The question is often asked as to how many cows are needed to justify a rotary milking parlour. That may be a simple question, but the answer is often more complex.
As a basic rule of thumb, there probably needs to be 300 cows on the farm before a rotary is considered. This is because a 30-unit herringbone can be operated by one person milking 10 rows of cows, which is definitely at the upper end of what is a reasonable ask of anyone.
If there are more cows to be milked, it involves either a larger herringbone involving two operators or more rows per operator.
There are substantial differences in terms of capital costs between herringbones and rotary parlours. Because there are huge differences in spec between parlours, it’s hard to compare like with like but in the main you are talking about anywhere between €500,000 and €1m of a spend for a 50-bail rotary parlour on a greenfield site.
This figure excludes VAT but includes all other costs associated with construction such as steel, plant, concrete, builder, wiring, plumbing, electricity connection, etc.
Contrast that to a herringbone parlour which is much cheaper to construct and fit out. They’re a much smaller-scale, have less moving parts and are easier to construct. Having said that, costs vary massively depending on specification.
So, a 30-unit herringbone can cost anywhere from €250,000 to €500,000, depending on the specification.
I have been in yards where the capital budget has been blown on herringbones and where other farmers would have a rotary built for the same money, so it’s all about spec and how well the project is managed.
The answer gets even more complex when you consider other factors such as the proportion of the land leased, the term of the lease, labour availability, stocking rate and how much debt is already on the farm.

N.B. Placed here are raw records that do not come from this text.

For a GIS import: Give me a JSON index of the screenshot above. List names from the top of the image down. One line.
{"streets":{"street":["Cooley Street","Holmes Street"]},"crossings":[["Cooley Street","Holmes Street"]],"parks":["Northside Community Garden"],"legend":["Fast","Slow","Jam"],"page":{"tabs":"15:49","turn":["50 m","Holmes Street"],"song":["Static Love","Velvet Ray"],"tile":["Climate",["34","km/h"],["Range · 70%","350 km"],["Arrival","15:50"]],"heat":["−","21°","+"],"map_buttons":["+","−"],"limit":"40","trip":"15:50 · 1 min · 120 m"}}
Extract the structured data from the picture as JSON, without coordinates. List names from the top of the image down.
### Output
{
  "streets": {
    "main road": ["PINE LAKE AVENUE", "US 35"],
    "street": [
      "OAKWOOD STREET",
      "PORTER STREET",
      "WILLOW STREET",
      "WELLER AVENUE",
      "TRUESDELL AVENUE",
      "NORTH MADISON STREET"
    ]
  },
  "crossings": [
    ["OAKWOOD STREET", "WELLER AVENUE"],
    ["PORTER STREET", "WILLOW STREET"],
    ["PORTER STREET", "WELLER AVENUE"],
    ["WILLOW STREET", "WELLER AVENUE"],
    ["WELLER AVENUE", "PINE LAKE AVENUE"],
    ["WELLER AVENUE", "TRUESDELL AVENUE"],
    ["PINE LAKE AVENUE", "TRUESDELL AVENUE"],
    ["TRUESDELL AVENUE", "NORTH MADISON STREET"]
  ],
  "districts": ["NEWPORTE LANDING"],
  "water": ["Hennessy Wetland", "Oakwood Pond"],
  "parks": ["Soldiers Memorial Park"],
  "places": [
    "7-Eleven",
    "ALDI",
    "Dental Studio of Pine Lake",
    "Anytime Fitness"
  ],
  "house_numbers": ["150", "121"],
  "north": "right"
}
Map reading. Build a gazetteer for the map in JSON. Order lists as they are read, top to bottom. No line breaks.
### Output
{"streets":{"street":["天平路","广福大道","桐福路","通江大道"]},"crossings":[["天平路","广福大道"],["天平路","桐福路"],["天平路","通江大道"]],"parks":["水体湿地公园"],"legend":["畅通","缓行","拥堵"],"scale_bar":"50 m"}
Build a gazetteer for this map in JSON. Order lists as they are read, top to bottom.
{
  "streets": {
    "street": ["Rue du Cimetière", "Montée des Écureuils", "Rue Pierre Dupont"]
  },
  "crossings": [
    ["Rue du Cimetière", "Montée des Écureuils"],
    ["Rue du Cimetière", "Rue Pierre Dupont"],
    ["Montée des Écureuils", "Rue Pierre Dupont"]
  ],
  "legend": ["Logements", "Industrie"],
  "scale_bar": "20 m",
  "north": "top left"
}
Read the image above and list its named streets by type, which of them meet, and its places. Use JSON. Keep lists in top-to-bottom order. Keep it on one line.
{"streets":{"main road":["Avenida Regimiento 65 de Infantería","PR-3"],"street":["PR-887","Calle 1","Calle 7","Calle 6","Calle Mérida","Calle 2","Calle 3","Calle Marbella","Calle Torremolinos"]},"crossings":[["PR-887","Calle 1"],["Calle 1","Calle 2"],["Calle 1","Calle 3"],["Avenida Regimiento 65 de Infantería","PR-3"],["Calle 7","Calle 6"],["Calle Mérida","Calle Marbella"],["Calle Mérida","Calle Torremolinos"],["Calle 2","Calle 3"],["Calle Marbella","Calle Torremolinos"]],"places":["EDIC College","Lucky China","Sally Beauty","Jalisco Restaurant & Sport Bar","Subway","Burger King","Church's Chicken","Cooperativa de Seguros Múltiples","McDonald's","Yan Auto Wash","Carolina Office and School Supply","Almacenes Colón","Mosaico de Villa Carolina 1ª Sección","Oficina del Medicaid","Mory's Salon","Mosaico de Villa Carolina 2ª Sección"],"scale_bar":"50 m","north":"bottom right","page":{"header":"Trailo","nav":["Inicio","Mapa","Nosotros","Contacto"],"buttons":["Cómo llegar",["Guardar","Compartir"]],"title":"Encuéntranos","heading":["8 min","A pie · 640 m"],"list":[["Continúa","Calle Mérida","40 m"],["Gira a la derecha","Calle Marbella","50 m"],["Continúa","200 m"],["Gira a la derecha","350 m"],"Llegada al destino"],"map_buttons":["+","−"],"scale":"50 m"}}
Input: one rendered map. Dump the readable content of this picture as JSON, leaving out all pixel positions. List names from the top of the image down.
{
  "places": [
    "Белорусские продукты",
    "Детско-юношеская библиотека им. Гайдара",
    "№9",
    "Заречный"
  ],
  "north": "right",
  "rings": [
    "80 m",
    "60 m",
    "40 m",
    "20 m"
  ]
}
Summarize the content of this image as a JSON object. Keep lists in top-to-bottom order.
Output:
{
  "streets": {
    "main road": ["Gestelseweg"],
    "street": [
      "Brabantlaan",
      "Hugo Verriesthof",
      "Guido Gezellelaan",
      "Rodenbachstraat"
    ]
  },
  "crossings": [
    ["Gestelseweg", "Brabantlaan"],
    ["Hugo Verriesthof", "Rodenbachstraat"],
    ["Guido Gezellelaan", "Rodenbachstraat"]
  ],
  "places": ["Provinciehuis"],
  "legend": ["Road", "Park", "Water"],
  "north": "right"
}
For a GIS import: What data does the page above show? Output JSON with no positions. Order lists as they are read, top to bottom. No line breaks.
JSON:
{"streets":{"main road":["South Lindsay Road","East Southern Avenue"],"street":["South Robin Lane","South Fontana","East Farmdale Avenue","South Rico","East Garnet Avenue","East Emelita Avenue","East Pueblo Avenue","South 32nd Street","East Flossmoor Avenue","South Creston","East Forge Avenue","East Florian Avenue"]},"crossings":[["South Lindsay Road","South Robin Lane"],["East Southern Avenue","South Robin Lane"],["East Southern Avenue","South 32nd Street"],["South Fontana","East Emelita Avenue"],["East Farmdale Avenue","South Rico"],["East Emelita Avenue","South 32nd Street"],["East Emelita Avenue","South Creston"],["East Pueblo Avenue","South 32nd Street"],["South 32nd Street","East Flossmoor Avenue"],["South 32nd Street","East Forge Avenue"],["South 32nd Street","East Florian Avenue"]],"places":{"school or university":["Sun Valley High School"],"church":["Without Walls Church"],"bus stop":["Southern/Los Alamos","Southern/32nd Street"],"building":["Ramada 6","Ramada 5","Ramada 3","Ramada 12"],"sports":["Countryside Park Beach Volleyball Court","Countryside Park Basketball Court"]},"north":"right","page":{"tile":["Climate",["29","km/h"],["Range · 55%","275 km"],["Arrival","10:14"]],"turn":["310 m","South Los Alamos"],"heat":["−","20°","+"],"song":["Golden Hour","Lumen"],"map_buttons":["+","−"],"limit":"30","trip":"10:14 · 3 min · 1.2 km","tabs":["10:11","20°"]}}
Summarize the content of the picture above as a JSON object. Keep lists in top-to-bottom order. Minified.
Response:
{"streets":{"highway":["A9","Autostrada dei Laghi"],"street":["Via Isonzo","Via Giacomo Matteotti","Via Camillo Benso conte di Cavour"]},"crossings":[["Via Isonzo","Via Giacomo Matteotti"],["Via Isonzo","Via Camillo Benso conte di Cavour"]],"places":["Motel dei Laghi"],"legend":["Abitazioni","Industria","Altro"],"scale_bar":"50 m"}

At larger-scale, there is a definite trade-off between higher capital costs and lower labour requirements.
For example, take a 400-cow farm that is being converted to dairy and presume there are no existing milking facilities on the farm. Presume also that a 40-unit herringbone parlour is going to cost €350,000 to construct, while a 50-bail rotary is going to cost €700,000 to construct. In both cases, there are three full-time employees on the farm.
The difference in capital cost is €350,000, which equates to just over €31,000 per year in annual repayments if the amount is borrowed over 15 years.
Let’s presume that all other costs are the same (in reality, rotary parlours use more electricity, more detergents and more water).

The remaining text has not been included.